Report every line in the records below that holds the word "linecap".
- - -
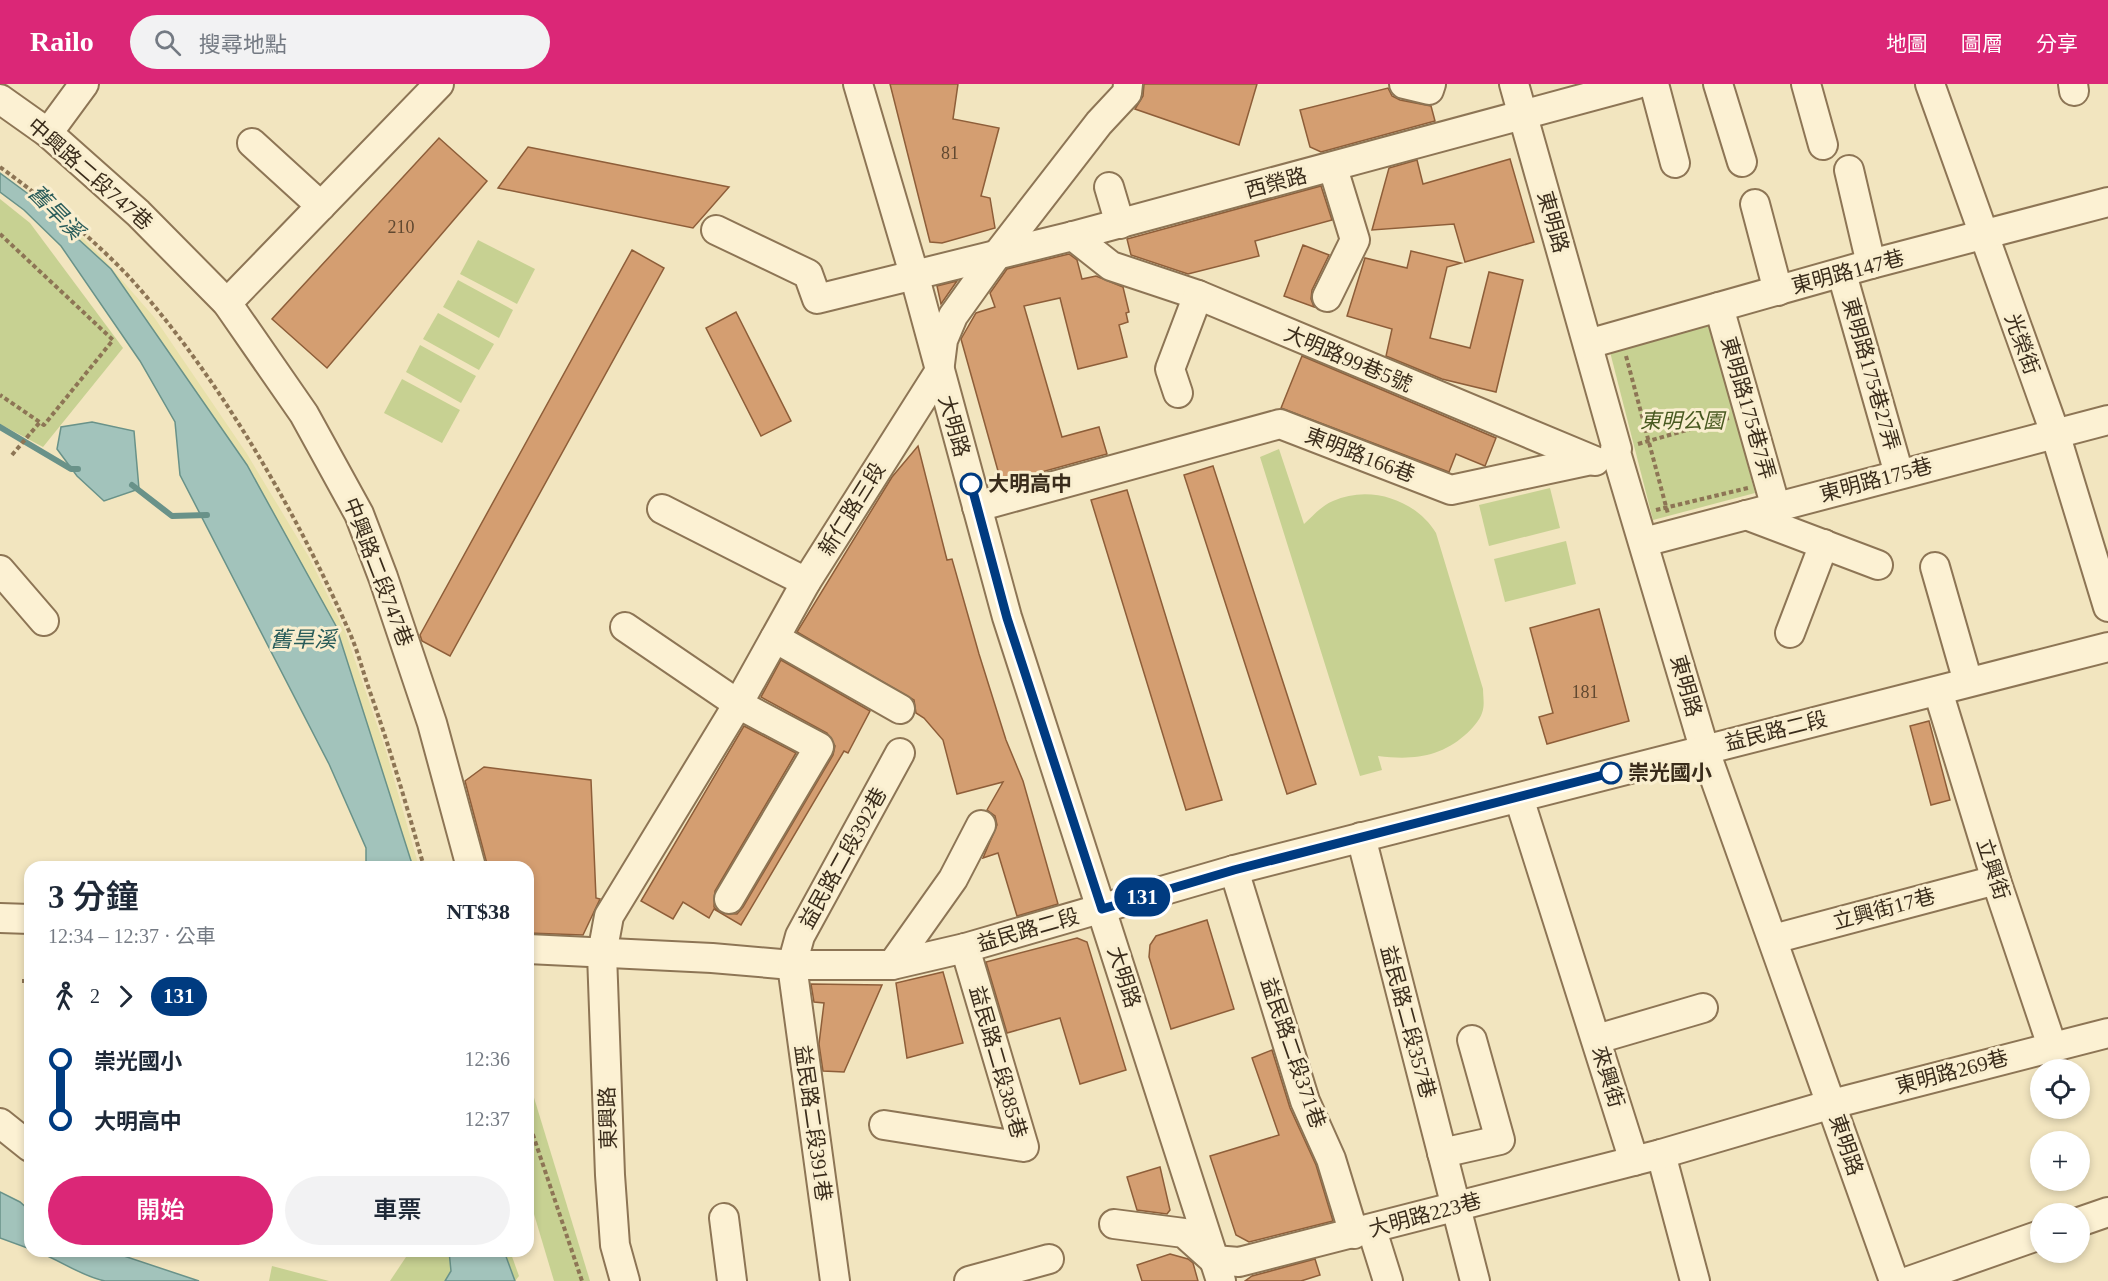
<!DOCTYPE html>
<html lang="zh-TW">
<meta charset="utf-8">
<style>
:root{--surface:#fff;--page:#f2f2f3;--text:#1f2937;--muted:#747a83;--accent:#db2777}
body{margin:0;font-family:"Times New Roman","Noto Sans TC",serif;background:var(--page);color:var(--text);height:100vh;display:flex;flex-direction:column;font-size:22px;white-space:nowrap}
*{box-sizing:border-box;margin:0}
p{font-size:20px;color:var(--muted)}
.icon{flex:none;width:33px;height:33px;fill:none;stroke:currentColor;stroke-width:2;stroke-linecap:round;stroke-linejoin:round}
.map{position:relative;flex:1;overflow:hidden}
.details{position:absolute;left:24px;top:777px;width:510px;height:396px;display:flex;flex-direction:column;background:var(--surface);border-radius:18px;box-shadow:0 3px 9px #0003}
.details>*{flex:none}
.badge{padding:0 12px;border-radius:20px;font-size:21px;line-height:39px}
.fabs{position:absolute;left:2030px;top:975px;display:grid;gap:12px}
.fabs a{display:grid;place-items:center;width:60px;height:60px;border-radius:50%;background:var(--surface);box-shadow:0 3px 9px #0003;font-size:30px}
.map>.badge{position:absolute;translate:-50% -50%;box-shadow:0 0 0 3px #fff}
.legs{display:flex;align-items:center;gap:9px;height:66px;padding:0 24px;font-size:20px}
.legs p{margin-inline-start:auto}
.overview{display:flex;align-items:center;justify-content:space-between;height:102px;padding:0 24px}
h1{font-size:33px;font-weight:600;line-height:45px}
.cta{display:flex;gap:12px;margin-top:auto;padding:12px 24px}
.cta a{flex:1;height:69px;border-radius:36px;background:var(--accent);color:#fff;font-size:24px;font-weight:600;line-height:69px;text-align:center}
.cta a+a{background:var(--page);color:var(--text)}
ul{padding:0 24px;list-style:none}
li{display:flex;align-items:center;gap:21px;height:60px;font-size:22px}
li i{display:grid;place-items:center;width:9px;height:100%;margin:0 8px;background:currentColor}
li i::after{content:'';width:15px;height:15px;margin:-8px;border:4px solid;border-radius:50%;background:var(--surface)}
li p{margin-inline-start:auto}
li:first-child i{background:linear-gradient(#0000 50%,currentColor 0)}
li:last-child i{background:linear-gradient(currentColor 50%,#0000 0)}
header{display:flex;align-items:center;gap:36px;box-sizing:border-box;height:84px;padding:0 30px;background:var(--accent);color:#fff}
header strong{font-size:28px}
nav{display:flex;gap:33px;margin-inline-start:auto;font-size:21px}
.search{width:420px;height:54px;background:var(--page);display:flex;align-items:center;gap:15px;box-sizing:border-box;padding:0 21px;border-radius:33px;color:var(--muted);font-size:22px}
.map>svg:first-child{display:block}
.farmland{fill:#e8e1ab}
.green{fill:#c7d192}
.water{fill:#a2c3bb;stroke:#699289;stroke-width:1.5}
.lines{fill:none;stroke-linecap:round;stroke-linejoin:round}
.stream{stroke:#699289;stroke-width:6}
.building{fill:#d49e71;stroke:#8e5e39;stroke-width:1.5}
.minor-casing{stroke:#8d7555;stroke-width:32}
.path{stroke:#8d7555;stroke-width:4;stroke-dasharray:4.5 3;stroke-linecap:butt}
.minor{stroke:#fcf1d3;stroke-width:28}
.line-1-casing{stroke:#fff;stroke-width:14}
.line-1{stroke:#003b80;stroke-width:9}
.stop-1-dot{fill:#fff;stroke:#003b80;stroke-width:3}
.labels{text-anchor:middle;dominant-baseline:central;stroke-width:6;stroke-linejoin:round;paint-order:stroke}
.number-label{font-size:18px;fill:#604830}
.street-label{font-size:21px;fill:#3a2c1b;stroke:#f9eecf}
.park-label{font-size:21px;font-style:italic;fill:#485920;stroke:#f9eecf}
.stop-label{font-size:21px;font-weight:bold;fill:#3a2c1b;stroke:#f9eecf;text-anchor:start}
.water-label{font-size:22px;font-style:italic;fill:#295c5a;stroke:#f9eecf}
</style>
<header>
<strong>Railo</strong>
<div class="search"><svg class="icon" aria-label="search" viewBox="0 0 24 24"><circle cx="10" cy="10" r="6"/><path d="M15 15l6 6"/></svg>搜尋地點</div>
<nav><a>地圖</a><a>圖層</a><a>分享</a></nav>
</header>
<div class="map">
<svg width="2108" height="1197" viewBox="0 0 2108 1197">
<rect width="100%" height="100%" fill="#f2e5bf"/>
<path class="farmland" d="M42,113L100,171L154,233L247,370L309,473L345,547L386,667L419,783H408L132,252L36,120Z"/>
<g class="green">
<path d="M0,115L30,139L123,264L43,363L0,340Z"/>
<path d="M478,156L535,185L517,220L460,190Z"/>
<path d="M458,196L513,226L499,254L443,223Z"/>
<path d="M438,229L494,260L479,286L423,255Z"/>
<path d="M1710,238L1755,409L1653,436L1609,264Z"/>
<path d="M420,261L476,292L461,319L406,288Z"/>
<path d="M402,295L460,326L442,359L384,329Z"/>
<path d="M1279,365L1304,440C1313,432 1321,422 1333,417C1370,400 1416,416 1436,449L1483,605C1483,612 1485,622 1482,629C1480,636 1471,646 1465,651C1439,674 1411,676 1378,672L1382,686L1360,692L1260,373Z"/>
<path d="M1550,404L1560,444L1489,462L1479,421Z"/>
<path d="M1566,457L1576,500L1505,518L1494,475Z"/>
<path d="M528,994L590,1197H554L528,1110Z"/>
<path d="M410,1167H510L519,1192L515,1197H390Z"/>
<path d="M272,1182L329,1197H269Z"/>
</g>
<g class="water">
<path d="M0,89L31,112L111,185L247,381L336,542L413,783H366V764L329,680L180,391L175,338L140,277L61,162L24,126L0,108Z"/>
<path d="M92,338L134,347L139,405L104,417L77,392L57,365L61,343Z"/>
<path d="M0,1108L20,1118L30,1127V1165L0,1154Z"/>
<path d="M35,1167H109L199,1197C170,1197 132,1197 105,1197C80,1192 59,1175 35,1167Z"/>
<path d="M449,1167H504L515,1197H445L451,1187Z"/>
</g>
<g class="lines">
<g class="stream">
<path d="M0,343L71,385H78"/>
<path d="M132,401L172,432L207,431"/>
</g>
</g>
<g class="building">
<path d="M890,0H958L953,35L999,44L981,112L990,114L995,144L942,159L930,158Z"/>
<path d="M1144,0H1257L1239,61L1135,25L1143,12Z"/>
<path d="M1388,4L1392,12L1400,16L1431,22L1435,37L1321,68L1310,63L1300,26Z"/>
<path d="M439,54L487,97L327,284L272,235Z"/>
<path d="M528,63L729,103L693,144L498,104Z"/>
<path d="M1510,75L1534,158L1465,178L1454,140L1372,146L1389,84L1417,76L1423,100Z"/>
<path d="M1321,102L1332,136L1255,157L1259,172L1188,190L1131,171L1127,155Z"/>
<path d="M1303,161L1329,171L1312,206L1311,215L1314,223L1284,212Z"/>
<path d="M632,166L664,184L450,572L422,557L420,551Z"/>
<path d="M1411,167L1461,179L1447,183L1430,254L1470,264L1489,188L1523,196L1496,308L1442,295L1386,272L1392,245L1347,232L1365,174L1407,184Z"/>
<path d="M1069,170L1077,176L1082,195L1096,192L1123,203L1129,228L1126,229L1128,238L1119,241L1127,273L1078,285L1060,214L1024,222L1062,353L1099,343L1107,370L1005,398L1000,394L961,255L976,229L995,223L990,209L1007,185Z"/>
<path d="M957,197L941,220L937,202Z"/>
<path d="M736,228L791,337L761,352L706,244Z"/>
<path d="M1302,272L1496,354L1485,382L1456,370L1449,388L1281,324Z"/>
<path d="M918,362L947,476L952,475L979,570L1006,656L1023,697L1058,820L1017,832L998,769L983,774L997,741L995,732L987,726L1003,698L957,710L943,656L924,634L916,629L914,616L797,548L892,393Z"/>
<path d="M1213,382L1316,700L1287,710L1184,391Z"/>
<path d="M1127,406L1222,716L1186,726L1091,416Z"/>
<path d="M1599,525L1629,637L1547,660L1539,633L1553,629L1530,544Z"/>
<path d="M781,576L870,627L848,669L844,667L741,841L714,825L709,834L683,818L673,835L641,817L744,642L796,669L715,807L714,823L721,829L737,830L743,823L833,671L835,662L827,649L761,613Z"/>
<path d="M1929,637L1950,716L1931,721L1910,642Z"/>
<path d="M484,683L591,696L596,814L600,815L583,851L528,849V783L487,780L465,697Z"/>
<path d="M1207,836L1234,925L1171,945L1149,873L1150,861L1156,852Z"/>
<path d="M1077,854L1087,858L1126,986L1080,1000L1060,934L1007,949L986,878Z"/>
<path d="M943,888L963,959L907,974L896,899Z"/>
<path d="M811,900L882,901L844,988L823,987L819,960L824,919L814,918Z"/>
<path d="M1272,966L1290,1024L1316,1081L1333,1137L1249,1158L1236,1151L1210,1072L1279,1051L1252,974Z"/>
<path d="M1160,1083L1170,1126L1167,1130L1137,1126L1127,1093Z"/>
<path d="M1170,1170L1188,1175L1193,1179L1198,1197H1142L1137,1181Z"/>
<path d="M1315,1175L1320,1191L1301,1197H1245L1252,1192Z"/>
</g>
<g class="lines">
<defs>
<g id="minor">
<path d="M858,0L914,190L1007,533L1221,1197"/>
<path d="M1404,0L1429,6L1431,0"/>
<path d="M1514,0L1617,365H1615L1704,664L1894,1197"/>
<path d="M1654,0L1675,79"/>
<path d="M1718,0L1742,78"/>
<path d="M1806,0L1823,61"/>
<path d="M1930,0L2055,349L2108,523"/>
<path d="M2073,0L2074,7"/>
<path d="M0,15L48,49L138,129L227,219L304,330L359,430L383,493L432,639L471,783"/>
<path d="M48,49L84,0"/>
<path d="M252,59L321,122"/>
<path d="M1849,86L1871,180"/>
<path d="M1109,103L1120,140"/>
<path d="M1755,120L1778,207"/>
<path d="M716,146L808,190L817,215L1073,152L1637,0"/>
<path d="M1073,152L1111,182L1198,211L1595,377"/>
<path d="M1842,190L1899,390"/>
<path d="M1327,213L1355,156L1333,84"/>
<path d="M227,219L439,0"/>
<path d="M1719,223L1776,424"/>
<path d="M1588,260L1871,180L2108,118"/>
<path d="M1178,309L1170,285L1198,211"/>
<path d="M977,423L1280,340L1451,406L1591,376"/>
<path d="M662,425L806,498"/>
<path d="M1746,431L1878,481"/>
<path d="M1644,458L2108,336"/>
<path d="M1935,483L1968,598"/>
<path d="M0,486L44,537"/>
<path d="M625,543L738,620L819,663L729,815"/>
<path d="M1790,549L1824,460"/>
<path d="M775,554L900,625"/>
<path d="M1938,607L1996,796L2052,962"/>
<path d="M1519,714L1634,1077"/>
<path d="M1361,753L1475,1197"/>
<path d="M1234,786L1305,1017L1331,1075L1354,1150"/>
<path d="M0,834L30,835"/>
<path d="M1773,855L1996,796"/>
<path d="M528,865L712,874L792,881H892L965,864L1234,786L2108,563"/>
<path d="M892,881L953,795L981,741"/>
<path d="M1597,955L1703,924"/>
<path d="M0,1039L30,1063"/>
<path d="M884,1041L1024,1063L965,864"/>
<path d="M1442,1069L1500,1056L1472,956"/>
<path d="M1661,1070L1695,1197"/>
<path d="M724,1134L732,1197"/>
<path d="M2079,1138L2108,1128"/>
<path d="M1114,1140L1184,1149L1214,1176L1239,1178L1661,1070L1832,1020L2108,949"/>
<path d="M1372,1146L1388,1197"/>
<path d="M625,1197L615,1161L610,1091L602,870L609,832L738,620L806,498L939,288L943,256L953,232L996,172L1099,39L1127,9L1128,0"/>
<path d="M835,1197L792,881L800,852L900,669"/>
<path d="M969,1197L1049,1175"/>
<path d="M1909,1197L2040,1151"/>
</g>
</defs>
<use href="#minor" class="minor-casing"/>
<g class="path">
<path d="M0,83C46,117 92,153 131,195C219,293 295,426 348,545C357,564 362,585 369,605C390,664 407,723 424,783"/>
<path d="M0,150L113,256L44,341L0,311"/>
<path d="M1626,272L1668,430"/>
<path d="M1638,360L1729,334"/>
<path d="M12,371L40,338"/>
<path d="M1656,426L1748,404"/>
<path d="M22,897H30"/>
<path d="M528,1036L582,1197"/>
</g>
<use href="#minor" class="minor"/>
</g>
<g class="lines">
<defs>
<path id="line-1" d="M971,400L1007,534L1102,825L1234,786L1611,689"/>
</defs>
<use href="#line-1" class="line-1-casing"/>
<use href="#line-1" class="line-1"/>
</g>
<g class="stop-1-dot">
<circle cx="971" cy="400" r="10"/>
<circle cx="1611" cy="689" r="10"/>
</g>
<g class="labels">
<g class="number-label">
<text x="950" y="69">81</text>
<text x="401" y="143">210</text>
<text x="1585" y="608">181</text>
</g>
<g class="street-label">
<text transform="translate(90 90) rotate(41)">中興路二段747巷</text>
<text transform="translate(1276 99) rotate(-15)">西榮路</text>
<text transform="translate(1553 138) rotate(74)">東明路</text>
<text transform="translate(1848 188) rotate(-15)">東明路147巷</text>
<text transform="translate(2022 260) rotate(70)">光榮街</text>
<text transform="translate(1348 275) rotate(23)">大明路99巷5號</text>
<text transform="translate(1871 290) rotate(74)">東明路175巷27弄</text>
<text transform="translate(1748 324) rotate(74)">東明路175巷7弄</text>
<text transform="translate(954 342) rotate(74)">大明路</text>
<text transform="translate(1360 371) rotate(21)">東明路166巷</text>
<text transform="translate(1876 396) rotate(-15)">東明路175巷</text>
<text transform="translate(852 425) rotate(-58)">新仁路三段</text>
<text transform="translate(378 488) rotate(69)">中興路二段747巷</text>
<text transform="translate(1686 602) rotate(74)">東明路</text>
<text transform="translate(1776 647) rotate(-14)">益民路二段</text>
<text transform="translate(843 774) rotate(-61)">益民路二段392巷</text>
<text transform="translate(1993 785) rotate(72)">立興街</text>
<text transform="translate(1884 825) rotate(-15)">立興街17巷</text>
<text transform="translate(1028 846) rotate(-16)">益民路二段</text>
<text transform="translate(1124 893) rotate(72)">大明路</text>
<text transform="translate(1408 938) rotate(75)">益民路二段357巷</text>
<text transform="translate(1293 969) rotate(71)">益民路二段371巷</text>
<text transform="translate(998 978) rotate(74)">益民路二段385巷</text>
<text transform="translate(1952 988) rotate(-15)">東明路269巷</text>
<text transform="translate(1608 993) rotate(73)">來興街</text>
<text transform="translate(608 1034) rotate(-92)">東興路</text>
<text transform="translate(813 1039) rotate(82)">益民路二段391巷</text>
<text transform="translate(1846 1061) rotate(71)">東明路</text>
<text transform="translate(1425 1131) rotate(-15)">大明路223巷</text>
</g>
<g class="park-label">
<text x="1682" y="337">東明公園</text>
</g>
<g class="stop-label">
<text x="988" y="400">大明高中</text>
<text x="1628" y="689">崇光國小</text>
</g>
<g class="water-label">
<text transform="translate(56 128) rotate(45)">舊旱溪</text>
<text x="303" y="555">舊旱溪</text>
</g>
</g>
</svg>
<div class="fabs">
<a><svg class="icon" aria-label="locate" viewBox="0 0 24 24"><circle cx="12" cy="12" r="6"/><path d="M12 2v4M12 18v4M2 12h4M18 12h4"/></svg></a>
<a>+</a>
<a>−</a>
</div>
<b class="badge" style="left:1142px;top:813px;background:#003b80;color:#fff">131</b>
<section class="details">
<div class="overview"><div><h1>3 分鐘</h1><p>12:34 – 12:37 · 公車</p></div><b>NT$38</b></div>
<div class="legs"><svg class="icon" aria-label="walk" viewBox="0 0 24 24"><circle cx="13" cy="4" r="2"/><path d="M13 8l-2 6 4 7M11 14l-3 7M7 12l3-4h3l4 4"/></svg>2<svg class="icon" aria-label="forward" viewBox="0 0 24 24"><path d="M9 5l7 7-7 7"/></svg><b class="badge" style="background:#003b80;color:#fff">131</b></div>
<ul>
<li><i style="color:#003b80"></i><b>崇光國小</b><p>12:36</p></li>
<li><i style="color:#003b80"></i><b>大明高中</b><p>12:37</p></li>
</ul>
<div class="cta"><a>開始</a><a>車票</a></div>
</section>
</div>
- - -
■ **Output of the task**
.icon{flex:none;width:33px;height:33px;fill:none;stroke:currentColor;stroke-width:2;stroke-linecap:round;stroke-linejoin:round}
.lines{fill:none;stroke-linecap:round;stroke-linejoin:round}
.path{stroke:#8d7555;stroke-width:4;stroke-dasharray:4.5 3;stroke-linecap:butt}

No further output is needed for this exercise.